We have restructured the paper to better follow our intention. The focus lies now more clearly on the use of Wikidata as a relatively easy-to-use linking hub.

We are confident that the added information due to your requests strengthens our paper. Thank you again for your helpful comments and clarifications.

Reviewer 2 Report

This is an excellent and thorough contribution that explains concepts with clear, tangible examples. The bibliography is rich and the references to current programs and links to external sites are really informative and illustrative of the authors' points. This is a very informative and clearly written paper and I recommend publishing it with no revisions.

Author Response

Dear reviewer,

we thank you for your positive comments. Due to wishes from other reviewers, some changes have been made to the paper, but we are confident it keeps up with the spirit of the draft.

Reviewer 3 Report

I approached this with real anticipation, as LOD in archaeology has always been presented in either a highly technical and somewhat opaque manner, or in a basic introductory format without any clear indication of how to use it. This paper promises in its introduction to create a less technically demanding bridge to LOD for users – since LOD has always seemed a very geeky and complex set of tools, anything that makes it more accessible is a good thing. Furthermore, it would be a genuinely novel contribution to the debate of LOD in archaeology. Unfortunately, this isn't followed through as clearly or effectively as it might be as it currently stands, but the objective is well worth pursuing nevertheless as the basics are all largely present if insufficiently focused at the moment.

Several technical terms pop up from time to time – SPARQL for instance – but are not explained.

The introductory section on LD is perhaps overlong – the topic of triples etc. is widely covered elsewhere – the big issue to my mind is how this is implemented in real life, which seems to be what this paper promises to explain? The use of WIkidata is interesting and this is the first such archaeological presentation that I can recall. In this respect, it’s perhaps unfortunate that all the examples and cases described are ongoing/complete – what would be really helpful in this context, rather than a somewhat lengthy discussion of LOD, would be an explanation of how to implement LOD in Wikidata as a starting point for all those case studies? As it stands, there’s a leap from the theoretical description of LD to the set of case studies, and therefore a gap at the critical bridging point, contrary to what is promised in the Introduction. Overall, therefore, there is a tendency to lose sight of this less-technical readership, and sections can come across as quite ‘tekky’.

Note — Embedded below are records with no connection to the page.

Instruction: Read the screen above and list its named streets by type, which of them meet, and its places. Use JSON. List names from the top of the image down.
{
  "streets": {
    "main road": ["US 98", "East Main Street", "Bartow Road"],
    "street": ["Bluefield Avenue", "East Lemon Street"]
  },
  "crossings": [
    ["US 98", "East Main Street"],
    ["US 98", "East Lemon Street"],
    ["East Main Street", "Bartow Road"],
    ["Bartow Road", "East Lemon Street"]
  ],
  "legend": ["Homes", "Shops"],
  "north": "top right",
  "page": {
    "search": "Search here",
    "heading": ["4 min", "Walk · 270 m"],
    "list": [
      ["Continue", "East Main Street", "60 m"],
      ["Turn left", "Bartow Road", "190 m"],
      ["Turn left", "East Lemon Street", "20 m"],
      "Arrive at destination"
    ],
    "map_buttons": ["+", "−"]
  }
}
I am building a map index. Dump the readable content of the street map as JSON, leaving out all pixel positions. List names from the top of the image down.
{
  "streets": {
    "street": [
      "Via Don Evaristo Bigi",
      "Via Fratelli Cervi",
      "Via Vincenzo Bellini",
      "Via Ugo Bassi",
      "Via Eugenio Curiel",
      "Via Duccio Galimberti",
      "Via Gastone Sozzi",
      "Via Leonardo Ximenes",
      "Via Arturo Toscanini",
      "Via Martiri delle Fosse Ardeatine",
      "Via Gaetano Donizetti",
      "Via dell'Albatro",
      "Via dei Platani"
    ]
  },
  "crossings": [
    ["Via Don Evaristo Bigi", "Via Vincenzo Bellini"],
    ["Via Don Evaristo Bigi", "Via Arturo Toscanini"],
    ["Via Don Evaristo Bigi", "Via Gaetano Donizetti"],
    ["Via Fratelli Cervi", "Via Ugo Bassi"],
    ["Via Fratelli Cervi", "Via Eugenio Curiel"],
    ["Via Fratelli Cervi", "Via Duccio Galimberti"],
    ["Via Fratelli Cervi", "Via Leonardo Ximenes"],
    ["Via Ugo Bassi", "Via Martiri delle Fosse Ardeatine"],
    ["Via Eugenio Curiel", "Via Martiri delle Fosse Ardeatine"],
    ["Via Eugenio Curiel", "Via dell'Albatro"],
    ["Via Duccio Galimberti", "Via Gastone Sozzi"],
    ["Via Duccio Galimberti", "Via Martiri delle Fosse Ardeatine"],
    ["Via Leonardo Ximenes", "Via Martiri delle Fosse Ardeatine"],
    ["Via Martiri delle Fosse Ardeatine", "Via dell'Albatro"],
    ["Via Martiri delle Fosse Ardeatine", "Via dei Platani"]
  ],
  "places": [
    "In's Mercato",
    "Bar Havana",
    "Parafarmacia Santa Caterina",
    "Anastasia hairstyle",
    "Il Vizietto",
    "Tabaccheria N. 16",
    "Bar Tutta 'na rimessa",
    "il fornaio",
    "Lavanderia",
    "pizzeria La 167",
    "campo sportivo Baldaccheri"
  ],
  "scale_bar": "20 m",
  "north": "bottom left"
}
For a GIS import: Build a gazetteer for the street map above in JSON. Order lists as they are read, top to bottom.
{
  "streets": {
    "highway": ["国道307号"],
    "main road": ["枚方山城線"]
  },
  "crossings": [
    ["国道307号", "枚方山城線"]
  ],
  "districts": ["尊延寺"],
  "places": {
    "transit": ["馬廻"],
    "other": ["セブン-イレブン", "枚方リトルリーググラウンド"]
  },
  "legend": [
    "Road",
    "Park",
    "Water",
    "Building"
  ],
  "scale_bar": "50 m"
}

First paragraph of the Introduction (lines 10-19) is a very compressed summary of the situation and open to debate – the situation, while undoubtedly challenging, is not the same across the world. It seems rather reliant for its picture of the state of archiving on the unpublished NFDI4Objects survey. I’d suggest that a brief overview of the recent collection of national summary papers published under the SEADDA banner in Internet Archaeology vol 58 and the follow-up paper in vol 59 by Geser, Richards, Massara, and Wright (https://doi.org/10.11141/ia.59.2) would provide a much stronger basis for the introductory discussion (to be fair, the introduction to vol 58 is already referenced in the paragraph and there’s reference to the broader volume at line 184).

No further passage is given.